4

I have a string variable that can be 1 of the 3 things:

  1. A number
  2. A number in scientific notation
  3. Text

In cases 1 and 3 I want to do nothing and pass the data along. But in Case 2 I need to convert it a regular number. If I simply always convert the variable to a regular number then when it contains actual text it becomes "0". So I need to know if the string is a number in scientific notation. The obvious, dirty answer is an algorithm like this:

Iterate through string as long as you see numbers. If the first encountered letter is "e" or "E" and it is followed by either "+" or "-", OR strictly more numbers, then it's a number in scientific notation, otherwise it's just a regular number or text.

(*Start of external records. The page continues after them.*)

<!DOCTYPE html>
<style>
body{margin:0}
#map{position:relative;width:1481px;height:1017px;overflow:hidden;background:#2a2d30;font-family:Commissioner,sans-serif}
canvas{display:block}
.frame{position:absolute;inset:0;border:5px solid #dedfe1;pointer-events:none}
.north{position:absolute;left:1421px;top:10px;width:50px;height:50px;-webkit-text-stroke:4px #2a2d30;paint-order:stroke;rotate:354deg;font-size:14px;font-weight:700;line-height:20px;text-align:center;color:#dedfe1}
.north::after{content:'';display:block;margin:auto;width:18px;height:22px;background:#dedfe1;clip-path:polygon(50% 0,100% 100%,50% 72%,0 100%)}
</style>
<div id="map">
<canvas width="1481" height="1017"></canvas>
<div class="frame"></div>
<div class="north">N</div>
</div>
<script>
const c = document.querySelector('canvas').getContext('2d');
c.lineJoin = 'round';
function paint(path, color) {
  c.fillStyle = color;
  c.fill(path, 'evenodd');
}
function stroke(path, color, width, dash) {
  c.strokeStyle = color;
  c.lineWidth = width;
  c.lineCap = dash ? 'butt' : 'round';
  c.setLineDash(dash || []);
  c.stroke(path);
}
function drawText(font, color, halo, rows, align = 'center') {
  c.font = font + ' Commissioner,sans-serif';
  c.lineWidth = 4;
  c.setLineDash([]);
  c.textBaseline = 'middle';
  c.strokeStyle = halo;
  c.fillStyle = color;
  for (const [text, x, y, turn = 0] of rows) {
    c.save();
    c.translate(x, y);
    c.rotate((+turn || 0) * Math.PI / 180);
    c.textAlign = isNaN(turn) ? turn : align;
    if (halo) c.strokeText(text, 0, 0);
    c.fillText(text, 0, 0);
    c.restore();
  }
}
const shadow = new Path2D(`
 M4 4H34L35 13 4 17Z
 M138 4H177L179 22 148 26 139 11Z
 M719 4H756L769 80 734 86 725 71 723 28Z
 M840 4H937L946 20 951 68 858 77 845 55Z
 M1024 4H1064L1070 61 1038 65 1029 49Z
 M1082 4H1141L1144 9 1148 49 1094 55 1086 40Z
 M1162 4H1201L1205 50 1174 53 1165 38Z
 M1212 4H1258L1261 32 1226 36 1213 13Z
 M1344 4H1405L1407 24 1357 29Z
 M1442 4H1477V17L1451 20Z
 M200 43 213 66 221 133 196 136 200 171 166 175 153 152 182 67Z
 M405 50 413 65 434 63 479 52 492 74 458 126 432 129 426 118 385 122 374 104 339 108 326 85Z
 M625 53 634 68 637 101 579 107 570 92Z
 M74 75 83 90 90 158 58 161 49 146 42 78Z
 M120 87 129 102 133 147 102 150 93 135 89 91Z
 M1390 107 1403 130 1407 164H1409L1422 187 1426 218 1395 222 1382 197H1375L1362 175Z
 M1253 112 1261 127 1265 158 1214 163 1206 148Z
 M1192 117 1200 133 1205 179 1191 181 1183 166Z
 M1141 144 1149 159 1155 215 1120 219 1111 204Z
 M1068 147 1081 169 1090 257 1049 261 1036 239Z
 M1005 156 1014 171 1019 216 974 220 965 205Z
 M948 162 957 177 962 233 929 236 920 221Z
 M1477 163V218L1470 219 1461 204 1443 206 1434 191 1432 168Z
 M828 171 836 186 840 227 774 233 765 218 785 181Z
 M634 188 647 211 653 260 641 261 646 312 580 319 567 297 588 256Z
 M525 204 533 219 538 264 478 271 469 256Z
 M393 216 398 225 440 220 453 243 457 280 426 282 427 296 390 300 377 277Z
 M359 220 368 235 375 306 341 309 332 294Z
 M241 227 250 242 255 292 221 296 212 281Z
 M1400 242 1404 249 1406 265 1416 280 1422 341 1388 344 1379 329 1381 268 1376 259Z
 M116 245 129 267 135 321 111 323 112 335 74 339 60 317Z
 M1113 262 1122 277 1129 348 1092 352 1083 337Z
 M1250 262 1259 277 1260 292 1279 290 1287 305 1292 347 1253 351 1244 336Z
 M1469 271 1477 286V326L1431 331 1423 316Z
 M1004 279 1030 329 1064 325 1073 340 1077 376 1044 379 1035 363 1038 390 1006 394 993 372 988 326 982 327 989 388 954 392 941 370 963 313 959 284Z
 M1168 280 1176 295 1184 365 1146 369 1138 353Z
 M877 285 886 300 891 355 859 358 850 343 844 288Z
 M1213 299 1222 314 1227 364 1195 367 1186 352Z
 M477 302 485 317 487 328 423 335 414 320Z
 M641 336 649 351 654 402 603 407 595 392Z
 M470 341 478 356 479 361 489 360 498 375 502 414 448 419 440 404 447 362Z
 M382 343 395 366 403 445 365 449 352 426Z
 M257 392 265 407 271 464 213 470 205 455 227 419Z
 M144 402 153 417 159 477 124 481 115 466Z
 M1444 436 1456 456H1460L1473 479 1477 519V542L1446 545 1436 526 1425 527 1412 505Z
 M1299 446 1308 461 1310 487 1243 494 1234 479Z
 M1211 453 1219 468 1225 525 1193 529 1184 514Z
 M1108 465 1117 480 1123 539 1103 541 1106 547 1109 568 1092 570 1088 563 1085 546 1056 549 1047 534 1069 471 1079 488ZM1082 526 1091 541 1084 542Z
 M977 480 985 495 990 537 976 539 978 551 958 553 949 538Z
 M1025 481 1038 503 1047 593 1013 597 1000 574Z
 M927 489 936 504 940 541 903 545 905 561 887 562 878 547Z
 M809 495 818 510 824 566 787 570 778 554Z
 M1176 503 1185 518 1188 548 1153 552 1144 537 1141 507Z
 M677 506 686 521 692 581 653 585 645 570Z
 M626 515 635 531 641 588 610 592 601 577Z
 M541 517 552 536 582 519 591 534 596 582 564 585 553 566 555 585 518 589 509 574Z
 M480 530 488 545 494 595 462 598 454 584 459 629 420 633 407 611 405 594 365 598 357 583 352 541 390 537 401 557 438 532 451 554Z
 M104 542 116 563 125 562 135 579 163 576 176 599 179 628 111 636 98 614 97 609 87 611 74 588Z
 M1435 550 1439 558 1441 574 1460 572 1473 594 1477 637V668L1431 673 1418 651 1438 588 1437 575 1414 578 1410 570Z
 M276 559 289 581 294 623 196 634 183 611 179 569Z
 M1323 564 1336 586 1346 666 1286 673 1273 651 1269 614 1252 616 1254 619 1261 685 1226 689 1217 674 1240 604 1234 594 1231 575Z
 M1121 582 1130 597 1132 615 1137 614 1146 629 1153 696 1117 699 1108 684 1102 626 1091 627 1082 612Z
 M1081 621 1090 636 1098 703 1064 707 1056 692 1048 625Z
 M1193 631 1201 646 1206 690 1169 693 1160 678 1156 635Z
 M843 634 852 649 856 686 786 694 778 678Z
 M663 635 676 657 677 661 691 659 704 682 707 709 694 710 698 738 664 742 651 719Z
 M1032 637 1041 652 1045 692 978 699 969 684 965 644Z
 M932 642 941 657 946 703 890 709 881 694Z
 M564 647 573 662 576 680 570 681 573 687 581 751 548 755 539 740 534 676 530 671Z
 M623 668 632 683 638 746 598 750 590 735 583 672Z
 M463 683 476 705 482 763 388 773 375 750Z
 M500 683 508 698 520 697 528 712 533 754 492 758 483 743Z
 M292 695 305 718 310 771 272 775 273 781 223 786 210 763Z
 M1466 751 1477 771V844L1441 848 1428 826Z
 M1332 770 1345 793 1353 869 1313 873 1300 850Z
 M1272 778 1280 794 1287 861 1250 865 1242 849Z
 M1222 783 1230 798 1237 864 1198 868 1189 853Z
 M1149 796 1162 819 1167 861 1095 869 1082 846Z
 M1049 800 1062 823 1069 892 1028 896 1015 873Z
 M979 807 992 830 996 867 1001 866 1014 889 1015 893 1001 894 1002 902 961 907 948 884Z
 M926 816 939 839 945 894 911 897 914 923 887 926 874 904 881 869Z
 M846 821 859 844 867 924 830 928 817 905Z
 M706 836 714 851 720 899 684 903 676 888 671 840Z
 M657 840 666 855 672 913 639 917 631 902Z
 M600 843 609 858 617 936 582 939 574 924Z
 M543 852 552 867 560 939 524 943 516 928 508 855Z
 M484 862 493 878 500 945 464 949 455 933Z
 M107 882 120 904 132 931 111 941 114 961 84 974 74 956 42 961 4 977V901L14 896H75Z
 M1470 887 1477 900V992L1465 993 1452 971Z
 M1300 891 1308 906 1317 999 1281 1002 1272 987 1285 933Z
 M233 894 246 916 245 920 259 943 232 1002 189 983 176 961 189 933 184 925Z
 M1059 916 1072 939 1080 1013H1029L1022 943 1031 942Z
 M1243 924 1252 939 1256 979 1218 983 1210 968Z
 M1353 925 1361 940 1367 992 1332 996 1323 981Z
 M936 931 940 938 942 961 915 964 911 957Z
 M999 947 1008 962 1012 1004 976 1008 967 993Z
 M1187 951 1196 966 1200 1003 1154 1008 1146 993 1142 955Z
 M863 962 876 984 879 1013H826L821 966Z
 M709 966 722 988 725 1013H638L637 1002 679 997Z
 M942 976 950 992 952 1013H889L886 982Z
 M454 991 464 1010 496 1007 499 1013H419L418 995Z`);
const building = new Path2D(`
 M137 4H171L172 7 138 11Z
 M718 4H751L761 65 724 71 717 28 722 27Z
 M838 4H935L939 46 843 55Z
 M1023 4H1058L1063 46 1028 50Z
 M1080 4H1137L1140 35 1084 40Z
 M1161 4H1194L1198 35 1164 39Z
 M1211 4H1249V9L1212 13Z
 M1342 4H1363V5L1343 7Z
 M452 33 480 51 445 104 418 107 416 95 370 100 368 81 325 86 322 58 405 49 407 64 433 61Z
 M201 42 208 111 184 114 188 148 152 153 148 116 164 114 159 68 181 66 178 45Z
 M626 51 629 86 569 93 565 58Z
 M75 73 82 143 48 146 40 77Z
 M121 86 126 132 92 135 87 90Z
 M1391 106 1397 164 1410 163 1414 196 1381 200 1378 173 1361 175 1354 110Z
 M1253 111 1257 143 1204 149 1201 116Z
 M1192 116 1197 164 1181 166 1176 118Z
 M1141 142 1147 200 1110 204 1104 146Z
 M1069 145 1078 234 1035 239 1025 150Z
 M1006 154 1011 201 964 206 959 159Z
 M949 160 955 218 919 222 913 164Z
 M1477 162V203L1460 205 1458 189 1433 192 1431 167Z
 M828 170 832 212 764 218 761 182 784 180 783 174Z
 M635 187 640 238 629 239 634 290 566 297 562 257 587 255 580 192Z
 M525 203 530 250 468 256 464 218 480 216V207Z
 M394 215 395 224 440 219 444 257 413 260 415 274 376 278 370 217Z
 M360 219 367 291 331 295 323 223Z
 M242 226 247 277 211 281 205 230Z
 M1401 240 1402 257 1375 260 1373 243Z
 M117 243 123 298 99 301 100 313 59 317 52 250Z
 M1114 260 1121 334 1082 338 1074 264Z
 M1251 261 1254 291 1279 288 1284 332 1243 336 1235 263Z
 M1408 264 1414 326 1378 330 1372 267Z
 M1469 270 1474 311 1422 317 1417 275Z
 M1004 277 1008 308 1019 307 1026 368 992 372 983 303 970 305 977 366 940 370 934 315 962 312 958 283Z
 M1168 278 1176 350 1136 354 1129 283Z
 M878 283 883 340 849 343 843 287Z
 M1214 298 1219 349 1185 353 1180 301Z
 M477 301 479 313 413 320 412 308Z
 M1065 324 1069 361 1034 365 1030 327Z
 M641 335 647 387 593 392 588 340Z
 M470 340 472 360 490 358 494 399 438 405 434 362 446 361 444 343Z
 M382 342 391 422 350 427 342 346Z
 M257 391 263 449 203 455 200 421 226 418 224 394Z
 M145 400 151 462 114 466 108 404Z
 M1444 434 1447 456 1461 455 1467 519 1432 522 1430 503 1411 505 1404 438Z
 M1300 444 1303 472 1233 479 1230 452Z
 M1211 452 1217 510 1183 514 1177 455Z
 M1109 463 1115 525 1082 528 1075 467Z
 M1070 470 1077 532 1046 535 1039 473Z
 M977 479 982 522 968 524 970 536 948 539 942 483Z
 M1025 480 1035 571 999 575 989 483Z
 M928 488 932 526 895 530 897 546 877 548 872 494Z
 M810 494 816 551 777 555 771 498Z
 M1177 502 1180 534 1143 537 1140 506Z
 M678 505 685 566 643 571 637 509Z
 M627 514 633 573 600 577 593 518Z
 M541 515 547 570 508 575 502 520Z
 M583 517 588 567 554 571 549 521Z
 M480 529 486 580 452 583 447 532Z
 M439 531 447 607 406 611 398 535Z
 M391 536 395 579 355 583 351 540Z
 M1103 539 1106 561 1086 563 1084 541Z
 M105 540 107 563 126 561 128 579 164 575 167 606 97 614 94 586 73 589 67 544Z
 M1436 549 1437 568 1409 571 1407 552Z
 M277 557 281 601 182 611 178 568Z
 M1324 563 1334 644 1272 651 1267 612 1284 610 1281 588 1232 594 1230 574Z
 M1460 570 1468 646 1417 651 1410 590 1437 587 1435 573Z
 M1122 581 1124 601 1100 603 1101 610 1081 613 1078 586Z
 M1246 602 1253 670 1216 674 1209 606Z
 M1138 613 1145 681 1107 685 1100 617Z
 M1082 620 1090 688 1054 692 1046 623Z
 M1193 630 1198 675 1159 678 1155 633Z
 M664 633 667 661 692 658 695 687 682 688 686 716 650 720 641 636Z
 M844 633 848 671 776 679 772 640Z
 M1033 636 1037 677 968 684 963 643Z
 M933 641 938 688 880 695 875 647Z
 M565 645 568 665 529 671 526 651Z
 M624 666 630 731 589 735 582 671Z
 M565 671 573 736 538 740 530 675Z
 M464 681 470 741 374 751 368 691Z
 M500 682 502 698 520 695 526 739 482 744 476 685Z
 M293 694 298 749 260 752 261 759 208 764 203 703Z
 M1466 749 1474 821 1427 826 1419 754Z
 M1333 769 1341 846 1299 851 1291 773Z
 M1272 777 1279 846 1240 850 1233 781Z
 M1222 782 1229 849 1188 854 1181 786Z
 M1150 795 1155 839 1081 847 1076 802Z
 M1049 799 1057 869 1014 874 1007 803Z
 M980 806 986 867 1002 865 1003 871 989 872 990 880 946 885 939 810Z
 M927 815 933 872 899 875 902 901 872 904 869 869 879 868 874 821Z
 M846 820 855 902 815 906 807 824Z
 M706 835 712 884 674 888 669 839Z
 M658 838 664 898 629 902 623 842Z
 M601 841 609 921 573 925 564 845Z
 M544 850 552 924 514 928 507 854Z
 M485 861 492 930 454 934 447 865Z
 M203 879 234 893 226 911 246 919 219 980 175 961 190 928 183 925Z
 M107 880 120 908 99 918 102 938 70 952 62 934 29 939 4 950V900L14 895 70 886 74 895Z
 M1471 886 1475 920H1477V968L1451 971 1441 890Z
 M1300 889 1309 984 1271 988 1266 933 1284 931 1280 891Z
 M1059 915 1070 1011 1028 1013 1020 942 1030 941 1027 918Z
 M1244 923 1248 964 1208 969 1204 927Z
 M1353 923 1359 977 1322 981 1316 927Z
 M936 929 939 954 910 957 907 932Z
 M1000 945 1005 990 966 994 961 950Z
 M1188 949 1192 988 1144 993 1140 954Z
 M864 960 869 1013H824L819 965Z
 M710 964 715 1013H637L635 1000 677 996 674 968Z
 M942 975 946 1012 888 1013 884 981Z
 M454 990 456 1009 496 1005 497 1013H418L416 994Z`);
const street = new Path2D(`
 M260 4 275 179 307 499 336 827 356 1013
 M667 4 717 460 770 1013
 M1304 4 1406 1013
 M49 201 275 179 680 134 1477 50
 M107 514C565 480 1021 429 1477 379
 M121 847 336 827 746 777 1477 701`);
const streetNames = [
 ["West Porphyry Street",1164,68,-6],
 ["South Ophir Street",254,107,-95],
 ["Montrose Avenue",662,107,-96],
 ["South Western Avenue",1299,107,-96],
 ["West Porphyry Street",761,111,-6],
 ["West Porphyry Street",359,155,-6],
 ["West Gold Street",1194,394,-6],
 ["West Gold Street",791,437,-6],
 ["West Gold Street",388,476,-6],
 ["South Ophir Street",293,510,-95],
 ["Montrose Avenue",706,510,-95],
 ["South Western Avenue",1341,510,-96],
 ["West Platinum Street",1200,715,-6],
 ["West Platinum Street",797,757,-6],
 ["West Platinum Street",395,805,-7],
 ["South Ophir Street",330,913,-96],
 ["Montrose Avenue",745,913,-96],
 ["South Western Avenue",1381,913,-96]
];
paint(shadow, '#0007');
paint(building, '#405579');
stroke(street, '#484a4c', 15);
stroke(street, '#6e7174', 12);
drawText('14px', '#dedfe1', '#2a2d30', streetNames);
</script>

But I assume there is a better way to do this in C++98 (without boost). Is there any built-in method to help? Even if it's something that just uses a try/catch.

EDIT The question was closed because it was assumed to be homework. It is not homework. Therefore, it should be reopened. Also, to clarify, I am forced to use C++98 due to technical restraints.

I've drawn a proposed finite state automota based on my initial idea ("other" implies ALL characters not otherwise specified for that given state). I believe it is correct.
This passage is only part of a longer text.